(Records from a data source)
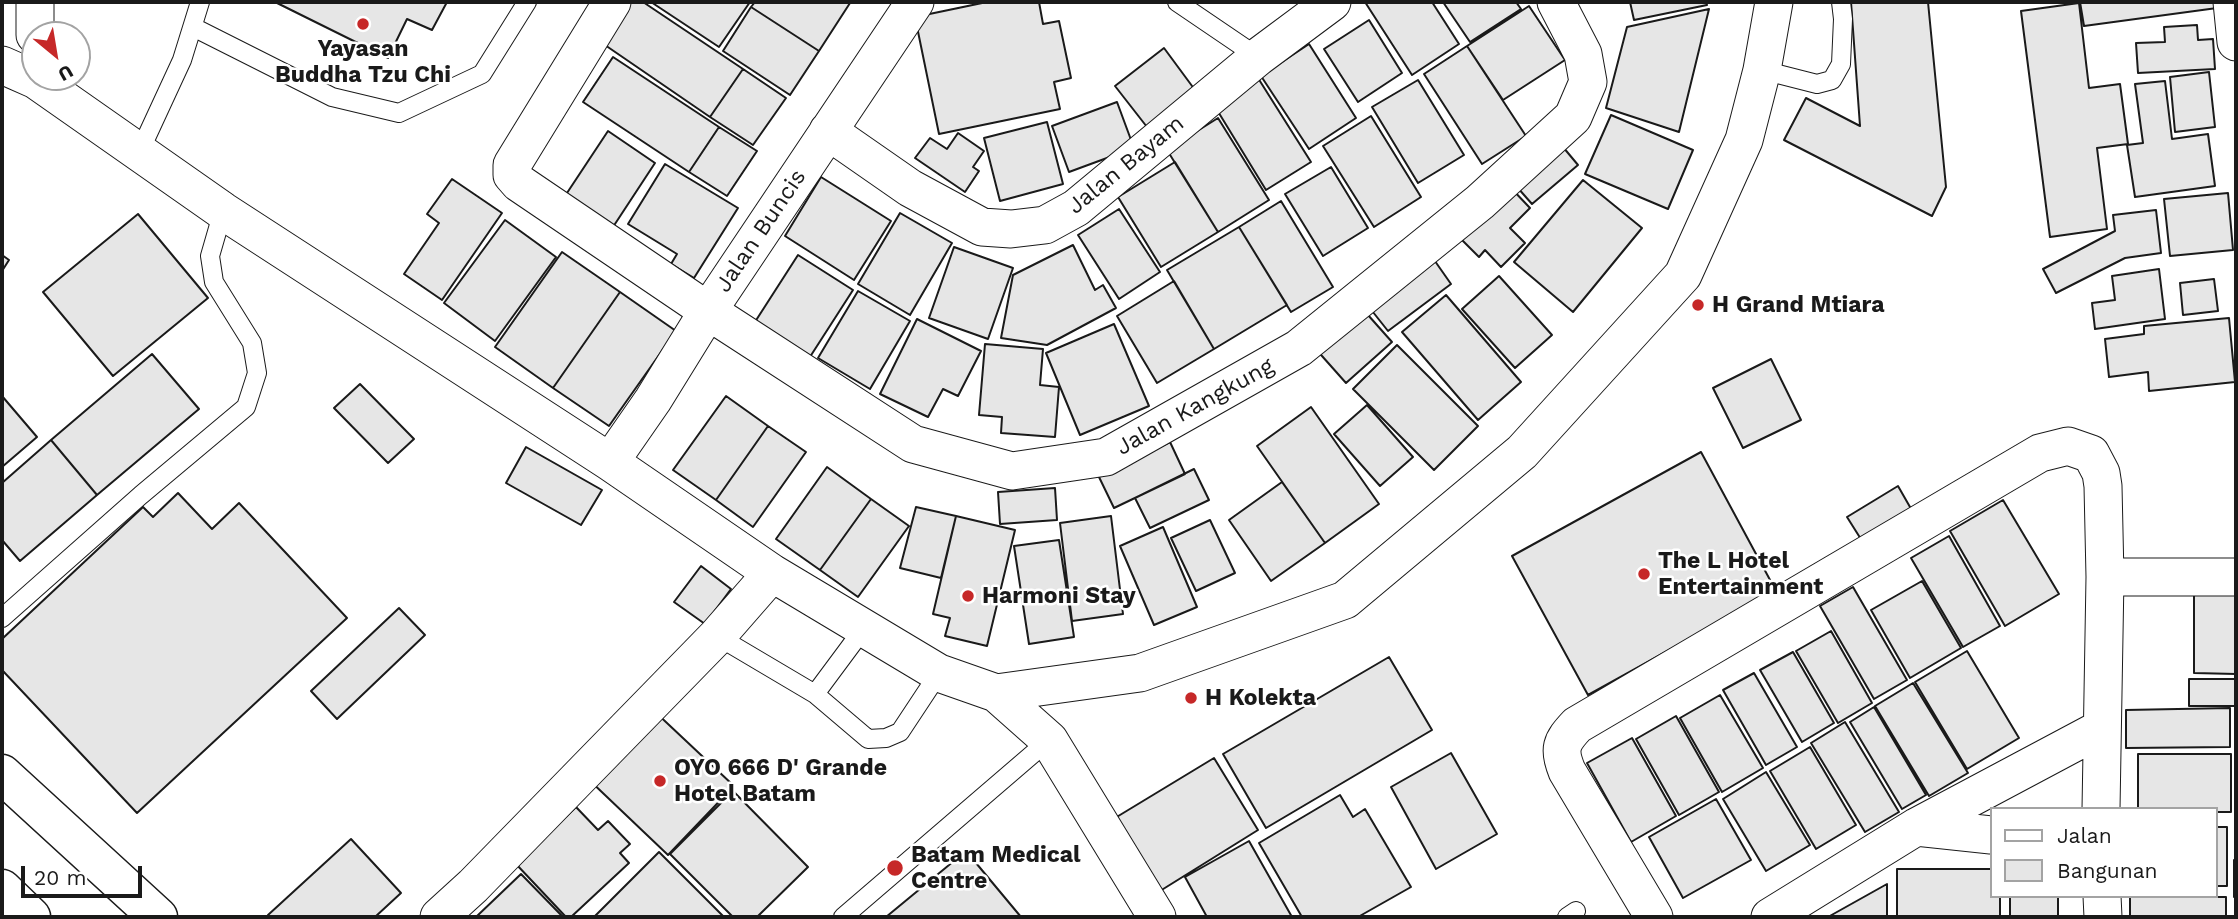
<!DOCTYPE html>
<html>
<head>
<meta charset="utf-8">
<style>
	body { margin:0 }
	#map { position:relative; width:2238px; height:919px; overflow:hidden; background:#fff; font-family:"Work Sans",sans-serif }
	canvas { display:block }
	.frame { position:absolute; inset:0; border:4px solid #1a1a1a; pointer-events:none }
	.legend { position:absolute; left:1990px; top:807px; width:228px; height:91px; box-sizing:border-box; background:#fff; border:2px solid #a3a3a3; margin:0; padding:9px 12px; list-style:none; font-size:21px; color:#1a1a1a }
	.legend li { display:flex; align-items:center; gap:14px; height:35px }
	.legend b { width:35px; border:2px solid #a3a3a3 }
	.north { position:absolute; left:21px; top:21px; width:70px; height:70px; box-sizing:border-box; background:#fff; border:2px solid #a3a3a3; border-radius:50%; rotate:150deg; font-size:19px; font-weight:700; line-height:28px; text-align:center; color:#1a1a1a }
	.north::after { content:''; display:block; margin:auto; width:24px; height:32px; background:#c62828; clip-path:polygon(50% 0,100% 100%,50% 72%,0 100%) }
	.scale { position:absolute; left:21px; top:866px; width:121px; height:32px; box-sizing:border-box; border:4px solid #1a1a1a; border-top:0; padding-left:9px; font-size:21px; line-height:24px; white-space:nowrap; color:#1a1a1a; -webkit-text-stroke:5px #fff; paint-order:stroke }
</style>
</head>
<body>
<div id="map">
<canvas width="2238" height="919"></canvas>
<div class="frame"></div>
<ul class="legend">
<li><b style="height:9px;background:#fff"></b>Jalan</li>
<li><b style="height:19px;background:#e6e6e6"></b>Bangunan</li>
</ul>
<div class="north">U</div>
<div class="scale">20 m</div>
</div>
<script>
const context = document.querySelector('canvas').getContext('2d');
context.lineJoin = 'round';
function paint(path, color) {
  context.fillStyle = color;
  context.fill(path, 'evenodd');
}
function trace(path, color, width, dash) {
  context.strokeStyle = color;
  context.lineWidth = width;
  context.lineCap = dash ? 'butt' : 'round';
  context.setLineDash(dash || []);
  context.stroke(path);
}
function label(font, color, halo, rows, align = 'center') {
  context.font = font + ' "Work Sans",sans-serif';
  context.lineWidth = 5;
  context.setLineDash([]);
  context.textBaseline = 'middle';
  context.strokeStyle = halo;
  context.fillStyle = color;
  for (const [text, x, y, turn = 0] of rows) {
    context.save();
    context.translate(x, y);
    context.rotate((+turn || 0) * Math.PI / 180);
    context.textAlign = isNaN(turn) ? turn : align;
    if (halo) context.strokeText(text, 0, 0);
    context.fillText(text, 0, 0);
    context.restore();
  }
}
const building = new Path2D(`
	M275,2H447L432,30L407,19L388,58Z
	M630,2H643L743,69L710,117L602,43Z
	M651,2H750L719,47Z
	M755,2H848L850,3L819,51L751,7Z
	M987,2H1039L1043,24L1059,21L1071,78L1054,82L1060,109L939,134L915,17Z
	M1365,2H1432L1459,44L1412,75Z
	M1443,2H1516L1521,9L1470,42Z
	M1630,2H1706L1707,5L1634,20Z
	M1851,2H1928L1946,187L1932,216L1784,140L1806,98L1860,126Z
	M2080,2H2216L2217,8L2084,26Z
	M2079,3L2089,88L2120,84L2128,144L2097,148L2107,229L2050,237L2021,11Z
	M1529,6L1565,60L1503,100L1467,46Z
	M751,7L819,51L790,95L723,51Z
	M1709,9L1679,132L1606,108L1627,27Z
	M1369,20L1402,73L1358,102L1324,49Z
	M2197,25L2198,40L2213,39L2215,69L2138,73L2136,43L2165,42L2164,27Z
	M1309,44L1356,118L1309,149L1261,76Z
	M1467,46L1526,136L1482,164L1424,74Z
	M1164,48L1195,90L1147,127L1115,86Z
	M613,57L719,127L689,172L583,102Z
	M743,69L786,98L753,145L710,117Z
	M2209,72L2215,127L2175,132L2170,77Z
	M1258,78L1311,162L1266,190L1214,105Z
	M1418,80L1464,155L1418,183L1372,107Z
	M2165,81L2172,139L2208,134L2215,186L2135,197L2127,145L2143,143L2135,84Z
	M1117,102L1134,148L1069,172L1052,126Z
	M1611,115L1693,150L1668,209L1585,174Z
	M1371,116L1421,197L1374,227L1323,146Z
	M1218,118L1269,200L1218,232L1167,150Z
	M1047,122L1063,184L1000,201L984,138Z
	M719,127L757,151L727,196L689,172Z
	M608,131L655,163L613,227L565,196Z
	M958,133L984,151L973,167L979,171L965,192L915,158L930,138L947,149Z
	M1563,147L1578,165L1532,204L1517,187Z
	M1175,162L1218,232L1161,267L1118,197Z
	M665,164L738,208L694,278L671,264L677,254L628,224Z
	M1331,167L1368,228L1323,256L1285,194Z
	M821,177L891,221L854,280L785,236Z
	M452,179L502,213L442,300L404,274L439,223L427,214Z
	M1583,180L1642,228L1573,312L1514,262Z
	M1510,187L1530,208L1510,228L1525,243L1501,267L1485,250L1479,257L1459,237Z
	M2228,193L2233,250L2170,256L2164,199Z
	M1281,201L1333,287L1291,312L1239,227Z
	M1119,209L1160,272L1119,299L1078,235Z
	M2156,210L2161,253L2125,258L2056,293L2043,269L2115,231L2113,215Z
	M900,213L952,243L910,315L858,284Z
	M138,214L208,298L113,376L43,292Z
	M505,220L556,257L495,341L444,303Z
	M1239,227L1287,305L1214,349L1167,270Z
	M1073,245L1095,290L1103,285L1116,308L1047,345L1001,338L1013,275Z
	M954,247L1013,268L988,339L929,318Z
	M562,252L620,292L553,388L495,347Z
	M1430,254L1451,284L1388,331L1365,302Z
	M2,255L9,260L2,271Z
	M798,255L853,290L808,360L753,325Z
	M2159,269L2165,319L2095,329L2092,303L2115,300L2112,276Z
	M1499,276L1552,335L1515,368L1462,309Z
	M2214,279L2218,311L2183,315L2180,283Z
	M1174,281L1214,349L1157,383L1117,316Z
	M858,291L910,321L870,389L818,358Z
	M620,292L676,331L609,426L553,388Z
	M1446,295L1521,382L1478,420L1402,332Z
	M1360,306L1392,342L1346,383L1314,347Z
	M2229,318L2235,382L2149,391L2148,372L2109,377L2105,339L2144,334V326Z
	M917,319L981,351L958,396L943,389L928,417L880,394Z
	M1114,324L1149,406L1080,435L1046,353Z
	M985,344L1043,349L1040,385L1059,387L1055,437L1001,433L1002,417L979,415Z
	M1397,345L1478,426L1434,470L1353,389Z
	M152,354L199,409L97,495L51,440Z
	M1771,359L1801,420L1743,448L1713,388Z
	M360,384L414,439L388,463L334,408Z
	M2,396L37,437L2,467Z
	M726,396L768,426L716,500L673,470Z
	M1367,405L1413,457L1380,486L1334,434Z
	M1311,407L1379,504L1325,543L1257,446Z
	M768,426L806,452L753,527L716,500Z
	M51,440L97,495L20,561L2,540V483Z
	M1170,442L1185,474L1114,508L1099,477Z
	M526,447L602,490L581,525L506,483Z
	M1701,452L1776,591L1588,695L1512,556Z
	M827,467L871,499L820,570L776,539Z
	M1194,469L1209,500L1150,528L1135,498Z
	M1282,482L1325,543L1271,581L1229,520Z
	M1898,486L1914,514L1864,544L1847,517Z
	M1055,488L1057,520L1000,524L998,492Z
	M178,493L212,529L239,503L347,618L137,813L2,670V639L143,507L153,517Z
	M871,499L909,526L858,597L820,570Z
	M2003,500L2059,594L2005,626L1950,531Z
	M916,507L956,516L941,578L900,568Z
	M956,516L1015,530L987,646L945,636L950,618L933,614Z
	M1111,516L1123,614L1072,621L1060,523Z
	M1210,520L1235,573L1196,591L1171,538Z
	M1163,527L1197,607L1154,625L1120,546Z
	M1949,536L2000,626L1963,647L1911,558Z
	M1059,540L1074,637L1029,644L1014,546Z
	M701,566L731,589L705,624L674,602Z
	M1922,581L1961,648L1910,678L1871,610Z
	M1853,587L1907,680L1874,699L1820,606Z
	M2194,590H2236V674L2194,673Z
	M399,608L425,635L337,719L311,691Z
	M1831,631L1872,703L1838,723L1796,651Z
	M1967,651L2019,738L1967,769L1915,682Z
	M1793,652L1834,723L1802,742L1760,670Z
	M1389,657L1432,730L1266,828L1223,754Z
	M1754,673L1797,747L1766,765L1723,690Z
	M2189,679H2236V706H2189Z
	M1913,683L1968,773L1929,796L1875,706Z
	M1720,695L1763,768L1722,792L1680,718Z
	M1874,707L1926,795L1902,809L1850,722Z
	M651,708L734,786L668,855L585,776Z
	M2230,708V747L2126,748V710Z
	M1676,716L1719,792L1679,815L1636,739Z
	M1845,722L1899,812L1865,832L1811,743Z
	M1632,738L1676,816L1631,842L1587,763Z
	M1810,747L1856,825L1816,849L1770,771Z
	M1451,753L1497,834L1436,869L1391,787Z
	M2138,754H2231V812H2215V809H2138Z
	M1214,758L1258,830L1160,891L1115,818Z
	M1766,772L1810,845L1766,871L1723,799Z
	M733,791L808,867L757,917H733L670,854Z
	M1340,795L1353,817L1365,809L1411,887L1358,917H1302L1259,843Z
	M1716,799L1751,860L1683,898L1649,837Z
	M576,807L598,830L608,821L630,844L620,853L629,863L571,917H566L516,864Z
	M2215,827H2227V886H2215Z
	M351,839L401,893L375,917H270L268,915Z
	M1249,841L1292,917H1207L1185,877Z
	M966,851L1021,917H886Z
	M659,852L724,917H594Z
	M2234,860H2236V897H2234Z
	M1897,869H1991V896H2000V917H1897Z
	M521,874L563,917H476Z
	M1887,884V917H1828Z
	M2010,896H2058V917H2010Z
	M2130,897H2226V917H2130Z`);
const lane = new Path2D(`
	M1177,2L1258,57
	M193,27L332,97L399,113L482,74L527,2
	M1762,70L1817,84L1832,80L1841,64L1843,19L1841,2
	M139,153L182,60L200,2
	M2,618L141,495L246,407L257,373L252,343L214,282L210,256L223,211
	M717,636L815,694L868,739L886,738L900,732L939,673
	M815,694L864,628
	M843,917L1049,740
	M1567,917L1576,911`);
const street = new Path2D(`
	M35,2V35
	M612,2L512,165V175L519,183L708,311L913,444L1012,471L1106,457L1299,348L1480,202L1573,117L1588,82L1583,54L1556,2
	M2232,2L2236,42
	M2,65L36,80L223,211L610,462L772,573L939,673L996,693L1140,673L1345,600L1522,452L1683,275L1744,140L1762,70L1774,2
	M828,131L910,188L982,227L1011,229L1045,225L1076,208L1258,57L1332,2
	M610,462L653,400L708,311L915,2
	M2105,577H2236
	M996,693L1049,740L1157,917
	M1916,827L1991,835
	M2102,896L2103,917
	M439,917L473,886L717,636L772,573
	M1654,917L1567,771C1558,749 1561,742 1577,725L2040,453L2068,446L2091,454L2101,473L2103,486L2105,577L2101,809
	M1770,917L1916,827L2102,728`);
const secondary = new Path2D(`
	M2,774L158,917
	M2,889L31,917`);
const markers = [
	[363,24,7,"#c62828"],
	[1698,305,7,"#c62828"],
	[1644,574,7,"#c62828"],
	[968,596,7,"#c62828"],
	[1191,698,7,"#c62828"],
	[660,781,7,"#c62828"],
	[895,868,9,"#c62828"]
];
const poiNames = [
	["Yayasan",363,49,"center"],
	["Buddha Tzu Chi",363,75,"center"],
	["H Grand Mtiara",1712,305],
	["The L Hotel",1658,561],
	["Entertainment",1658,587],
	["Harmoni Stay",982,596],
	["H Kolekta",1205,698],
	["OYO 666 D' Grande",674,768],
	["Hotel Batam",674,794],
	["Batam Medical",911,855],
	["Centre",911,881]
];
const streetNames = [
	["Jalan Bayam",1126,165,-39],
	["Jalan Buncis",761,231,-56],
	["Jalan Kangkung",1195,407,-29]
];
paint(building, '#e6e6e6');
trace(building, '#1a1a1a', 2);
trace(lane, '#1a1a1a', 20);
trace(street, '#1a1a1a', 39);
trace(secondary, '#1a1a1a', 41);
trace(lane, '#fff', 18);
trace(street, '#fff', 37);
trace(secondary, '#fff', 38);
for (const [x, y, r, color] of markers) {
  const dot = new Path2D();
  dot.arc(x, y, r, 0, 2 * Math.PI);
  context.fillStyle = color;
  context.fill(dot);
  trace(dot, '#fff', 2.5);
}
label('bold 23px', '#1a1a1a', '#fff', poiNames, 'left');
label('23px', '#1a1a1a', '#fff', streetNames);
</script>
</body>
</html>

Work required:
Go through the entries. Report every line that contains the word "lineWidth".

Response area:
  context.lineWidth = width;
  context.lineWidth = 5;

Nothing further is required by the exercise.